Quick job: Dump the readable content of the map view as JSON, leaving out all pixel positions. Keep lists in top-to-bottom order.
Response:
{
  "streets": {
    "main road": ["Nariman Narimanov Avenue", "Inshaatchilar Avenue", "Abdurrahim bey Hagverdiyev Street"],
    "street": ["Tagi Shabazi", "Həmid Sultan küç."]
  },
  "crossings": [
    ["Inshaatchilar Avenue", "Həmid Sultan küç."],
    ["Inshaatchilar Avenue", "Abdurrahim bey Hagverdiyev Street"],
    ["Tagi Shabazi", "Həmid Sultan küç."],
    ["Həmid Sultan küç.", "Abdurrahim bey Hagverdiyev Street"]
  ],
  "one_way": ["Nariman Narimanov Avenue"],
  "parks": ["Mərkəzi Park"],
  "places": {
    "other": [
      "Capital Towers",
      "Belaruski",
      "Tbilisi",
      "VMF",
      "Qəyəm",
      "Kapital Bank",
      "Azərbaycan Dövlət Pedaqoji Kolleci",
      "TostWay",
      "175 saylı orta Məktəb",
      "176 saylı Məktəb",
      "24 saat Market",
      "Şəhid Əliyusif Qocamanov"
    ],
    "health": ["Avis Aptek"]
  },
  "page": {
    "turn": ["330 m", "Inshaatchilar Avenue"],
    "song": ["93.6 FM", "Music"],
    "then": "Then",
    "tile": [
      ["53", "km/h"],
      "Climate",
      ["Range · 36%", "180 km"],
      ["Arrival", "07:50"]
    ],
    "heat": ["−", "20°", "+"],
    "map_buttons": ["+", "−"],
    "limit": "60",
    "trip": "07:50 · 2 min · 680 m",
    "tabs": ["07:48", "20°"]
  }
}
..............................
- **YOUR OBJECTIVE**
When a line in the data contains "Narimanov", return it as written.

- **RESPONSE BOX**
    "main road": ["Nariman Narimanov Avenue", "Inshaatchilar Avenue", "Abdurrahim bey Hagverdiyev Street"],
  "one_way": ["Nariman Narimanov Avenue"],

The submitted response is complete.